As we get closer to the PASO primaries, Argentina’s political situation is becoming increasingly unpredictable. Uncertainty is the name of the game, as the supposed leading candidates fail to consolidate their leads and the newcomers outperform.
At this juncture it is difficult to try and ascertain what the primaries will bring and what the electoral scenario will look like ahead of voting day and what today increasingly appears to be a certain run-off on the horizon. The causes behind this level of uncertainty are varied, and have been exacerbated by the breakdown of the predictive power of opinion polls around the world, which to a certain extent appears tied to a growing sense of disillusionment with the political class and its capacity to solve everyday problems, especially economic ones. In a country with galloping inflation and a consistent deterioration of the population’s purchasing-power, this had led to the rise of Javier Milei, an ultra-libertarian economist who promises to burn the Central Bank, eliminate the “political caste” and use a “chainsaw” to reduce a bloated state. Initially discarded as a something of a lunatic, Milei’s rise has become the defining factor in these elections, casting doubt on the supposed sure victory of the opposition coalition, Juntos por el Cambio, and potentially rendering the pan-Peronist Frente de Todos front into an unheard-of third place, a turn of events that would leave them outside the run-off. Not that they didn’t appear to do everything at hand to worsen their chances, and yet they could even remain competitive under certain scenarios. Everything, therefore, is in flux.
If Milei emerges as the single most-voted-for individual candidate in the PASOs, as most opinion polls suggest, it will be in great part down to the many failures of the traditional parties and their coalitions. Starting with Frente de Todos, they were born out of Vice-President Cristina Fernández de Kirchner’s weakness, with the former head of state forced to pick Alberto Fernández to lead the presidential ticket, given her own impossible levels of public rejection. Once in power the duo were forced to reckon with a nation in crisis in the aftermath of Mauricio Macri’s failed administration (who it must be noted, received a nation with deep structural issues after 12 years of Kirchnerism), a global pandemic and the after-effects of the Russian invasion of Ukraine. Nevertheless, that is no excuse for the string of self-inflicted wounds that stem from a dual leadership structure in which internal power struggles beget inefficiencies and procrastination. While choosing the right policy path is fundamental in having a successful administration, being unable to execute any given an all-out war between factions is a sure recipe for failure. Fernández de Kirchner bears major responsibility, along with President Fernández who was incapable or unwilling to try and shake her off. The signs of sure defeat in the 2021 midterm elections set off a series of events that undermined the government from within, accelerating the deterioration of certain macroeconomic variables and tanking their own electoral potential.

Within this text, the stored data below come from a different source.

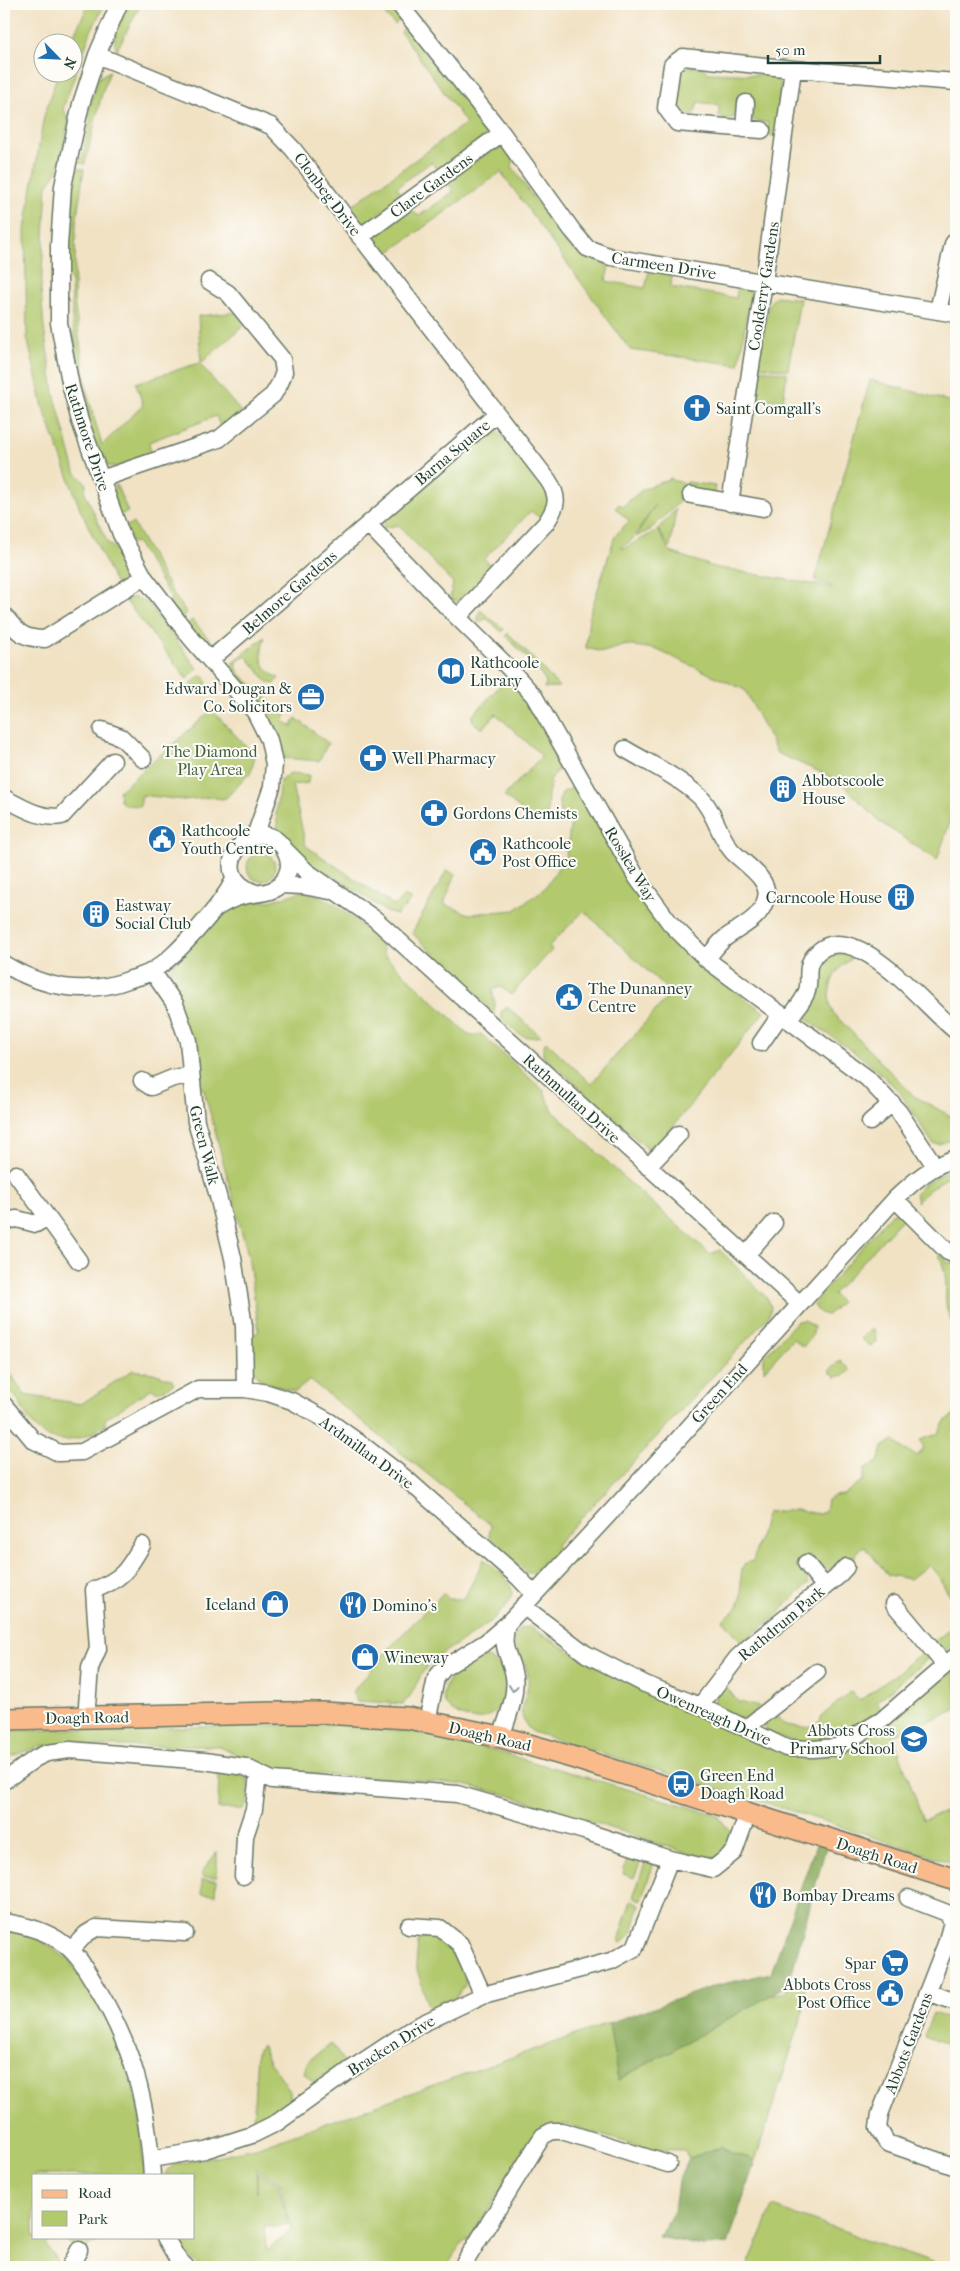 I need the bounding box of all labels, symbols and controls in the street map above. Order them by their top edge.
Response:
north arrow [32,32,82,82]
scale bar [768,32,880,64]
text: 50 m [775,41,806,59]
text: N [59,55,79,72]
street label: Clonbeg Drive [290,149,365,240]
street label: Clare Gardens [386,149,477,222]
street label: Coolderry Gardens [744,220,783,352]
street label: Carmeen Drive [610,248,718,283]
street label: Rathmore Drive [61,381,114,494]
church icon: Saint Comgall's [682,393,712,423]
place label: Saint Comgall's [716,399,821,418]
street label: Barna Square [411,415,494,489]
street label: Belmore Gardens [238,546,341,639]
place label: Rathcoole Library [470,653,539,690]
library icon: Rathcoole Library [436,656,466,686]
place label: Edward Dougan & Co. Solicitors [165,679,292,716]
office icon: Edward Dougan & Co. Solicitors [296,682,326,712]
park label: The Diamond Play Area [163,742,258,779]
pharmacy icon: Well Pharmacy [358,743,388,773]
place label: Well Pharmacy [391,749,496,768]
place label: Abbotscoole House [801,771,884,808]
building icon: Abbotscoole House [768,774,798,804]
pharmacy icon: Gordons Chemists [419,798,449,828]
place label: Gordons Chemists [453,804,578,823]
place label: Rathcoole Youth Centre [180,821,274,858]
street label: Rosslea Way [601,823,661,906]
public building icon: Rathcoole Youth Centre [147,824,177,854]
place label: Rathcoole Post Office [502,834,576,871]
public building icon: Rathcoole Post Office [468,837,498,867]
building icon: Carncoole House [886,882,916,912]
place label: Carncoole House [766,888,882,907]
place label: Eastway Social Club [115,896,191,933]
building icon: Eastway Social Club [81,899,111,929]
place label: The Dunanney Centre [588,979,693,1016]
public building icon: The Dunanney Centre [554,982,584,1012]
street label: Rathmullan Drive [519,1050,624,1147]
street label: Green Walk [185,1103,224,1188]
street label: Green End [687,1359,751,1427]
street label: Ardmillan Drive [315,1411,418,1493]
street label: Rathdrum Park [734,1581,829,1665]
shop icon: Iceland [260,1589,290,1619]
restaurant icon: Domino's [338,1590,368,1620]
place label: Iceland [205,1595,256,1614]
place label: Domino's [372,1596,437,1615]
shop icon: Wineway [350,1642,380,1672]
place label: Wineway [383,1648,449,1667]
street label: Owenreagh Drive [653,1682,774,1749]
one-way arrow [508,1684,519,1692]
street label: Doagh Road [45,1707,130,1728]
street label: Doagh Road [447,1718,533,1755]
place label: Abbots Cross Primary School [790,1721,896,1758]
school or university icon: Abbots Cross Primary School [899,1724,929,1754]
place label: Green End Doagh Road [700,1766,785,1803]
bus stop icon: Green End Doagh Road [666,1769,696,1799]
street label: Doagh Road [834,1833,920,1878]
restaurant icon: Bombay Dreams [748,1880,778,1910]
place label: Bombay Dreams [782,1886,895,1905]
supermarket icon: Spar [880,1948,910,1978]
place label: Spar [845,1954,876,1973]
place label: Abbots Cross Post Office [783,1975,871,2012]
public building icon: Abbots Cross Post Office [875,1978,905,2008]
street label: Abbots Gardens [880,1990,937,2098]
street label: Bracken Drive [344,2011,438,2080]
legend [32,2174,195,2238]
text: Road [78,2184,112,2202]
text: Park [78,2210,108,2228]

When it comes to the opposition, what felt looked like an assured victory this year for Juntos por el Cambio is now becoming a contentious issue. Buenos Aires City Mayor Horacio Rodríguez Larreta has been preparing for this moment all his life, yet he’s failed to organise his political space in a way that will secure victory. Internal bickering but also insufficient determination to put forth a political and economic platform to seduce the electorate, both internal and external, is part of the reason why Rodríguez Larreta’s position now looks weakened. The rise of Patricia Bullrich, backed by Macri, speaks to a shift to the right within Juntos por el Cambio, in part as a response to the rise of Milei but also as it is probably the true ideology of leading members of the opposition coalition. Now, the battle is between Rodríguez Larreta and Bullrich over who can lead a space that is speaking only to itself, having failed to connect with the electorate in any meaningful way (a key factor that the opposition did achieve in their 2015 victory).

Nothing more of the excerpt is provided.